Politicians always tell the truth, thank goodness |

ALBANY (TNS) – I don’t mean to shock you or ruin your day, but for a brief moment I began to believe Kathy Hochul was telling us a lie.

Hard to believe I know. Our governor is a politician, and if there’s one quality people associate with politicians, it’s total honesty. Unlike the rest of us flawed people, politicians are paragons of moral virtue. Your word is golden, as everyone knows, and nothing good can come from tarnishing the reputation of the profession.

Nevertheless, I have considered a few facts.

In July, when asked at a news conference about Digital Gadgets, a big campaign donor and the $637 million deal the New Jersey distributor had received from her government, the governor said: “I wasn’t aware that this was a company that had supported me. I’m not following this. My team, you have no idea.

Politicians always say they don’t keep an eye on donors. They also say that posts have no impact on politics. Both claims are, of course, a million percent true.

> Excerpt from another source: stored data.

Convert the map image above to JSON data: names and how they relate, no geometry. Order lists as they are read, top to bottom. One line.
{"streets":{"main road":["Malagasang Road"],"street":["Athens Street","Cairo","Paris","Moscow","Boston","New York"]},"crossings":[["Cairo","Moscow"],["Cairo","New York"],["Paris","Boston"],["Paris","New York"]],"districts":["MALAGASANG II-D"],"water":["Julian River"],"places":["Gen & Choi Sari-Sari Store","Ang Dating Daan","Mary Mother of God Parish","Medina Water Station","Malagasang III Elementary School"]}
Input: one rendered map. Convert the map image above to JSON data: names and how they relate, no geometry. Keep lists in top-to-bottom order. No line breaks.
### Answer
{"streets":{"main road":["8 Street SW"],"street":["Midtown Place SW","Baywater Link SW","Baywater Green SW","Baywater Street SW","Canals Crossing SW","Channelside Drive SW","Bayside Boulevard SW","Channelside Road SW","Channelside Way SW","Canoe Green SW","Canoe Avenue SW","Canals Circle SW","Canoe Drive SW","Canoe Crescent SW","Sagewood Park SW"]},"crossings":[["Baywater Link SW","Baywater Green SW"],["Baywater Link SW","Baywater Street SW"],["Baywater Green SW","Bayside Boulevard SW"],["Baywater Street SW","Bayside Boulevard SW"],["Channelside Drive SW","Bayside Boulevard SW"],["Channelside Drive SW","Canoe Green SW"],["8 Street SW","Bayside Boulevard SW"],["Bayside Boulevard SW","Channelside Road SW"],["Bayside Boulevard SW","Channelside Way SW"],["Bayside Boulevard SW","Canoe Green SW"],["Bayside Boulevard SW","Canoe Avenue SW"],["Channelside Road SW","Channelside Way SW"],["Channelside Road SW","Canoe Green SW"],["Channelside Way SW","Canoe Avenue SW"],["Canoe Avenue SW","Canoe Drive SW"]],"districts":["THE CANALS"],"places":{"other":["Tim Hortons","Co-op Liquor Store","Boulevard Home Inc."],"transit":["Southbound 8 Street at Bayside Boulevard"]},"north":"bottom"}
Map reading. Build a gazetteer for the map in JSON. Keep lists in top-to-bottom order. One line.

Donors give huge sums because they have so much respect for the political system, and it’s sheer coincidence – nothing more – if they subsequently come out ahead with hefty contracts.

If you think otherwise, well, check your cynicism.

In this particular case, however, there is a small problem. About a month before the Hochul administration agreed to buy millions of COVID-19 tests from Digital Gadgets for $13 per test — about twice the price per test offered by other retailers — it had one Participated in a fundraiser hosted by the company’s CEO, Charlie Tebele. My colleague Chris Bragg reported on this detail in a story published on Tuesday.

As I said in last weekend’s column, Bragg has written a series of stories about the money Tebele and family members donated to Hochul before and after the state bought 52 million unusually expensive tests – at a time, mind you, when a disaster statement was issued The governor had suspended the normal bidding process for pandemic-related spending.

Tebele, his wife and other family members have donated nearly $300,000 to Hochul’s campaign. Jack Cayre, a Tebele business partner in a related Digital Gadgets company, and his family have donated an additional $418,000. Hochul’s campaign also hired a member of the Tebele family to work as a fundraiser.

So much to keep up! But let’s return to the quote in question. I wasn’t aware that this was a company that had sponsored me.

Could it really be possible that December Hochul did not know that she had attended a fundraising event hosted by Tebele in November?

Sure it is. Hochul might have a shockingly bad memory. Or maybe she participates in so many fundraisers that they blur and one donor flows into the next. When so many incredibly generous people want to give you money, who can keep track?

Following in Bragg’s digital footsteps, I emailed Hochul spokeswoman Hazel Crampton-Hays to ask if she could explain why the Democrat was unaware of the shindig she recently attended would have.

In response, Crampton-Hays said Hochul “did not oversee the procurement process and was not involved in day-to-day procurement decisions.” The governor’s only request was that her team “purchase as many available tests as possible to meet the tremendous need across the state.”

OK. But that didn’t address why, so soon after the fundraiser, the governor said she didn’t know Digital Gadgets was a donor.

Meanwhile, Bragg reported, Digital Gadgets has declined to say how the company got in touch with the Hochul administration regarding the sale. Worse, Hochul’s campaign has declined to answer questions about interactions between its staff or the governor with the company.

I’m ashamed to admit it now, but pondering all these disturbing details left me in a dark place. I was beginning to suspect that the governor might have been a little dishonest with us, that she might even have…fibbed. It was a terrifying prospect, disillusioning and confusing. Suddenly nothing made sense anymore.

Was I still in New York, where elected officials are known for their integrity, or had I been transported to a murky underworld like, say, New Jersey? I started sweating and my heart started racing. The room started spinning.

In fact, I was on my way to utter despair when I came across something else, Crampton-Hays wrote in her email: “As we have always said, campaign contributions have no bearing on government decisions and we deny any other implication.”

Oh man. I can’t tell you what a relief it was to read that. My pulse slowed, the darkness lifted, the planet returned to its axis.

Now I know what a mistake it was to doubt the governor. Politicians are honest. We know this as surely as we know birds sing. Why would I have allowed myself to think differently, even for a moment?

(Email Albany Times Union columnist Chris Churchill at [email protected].)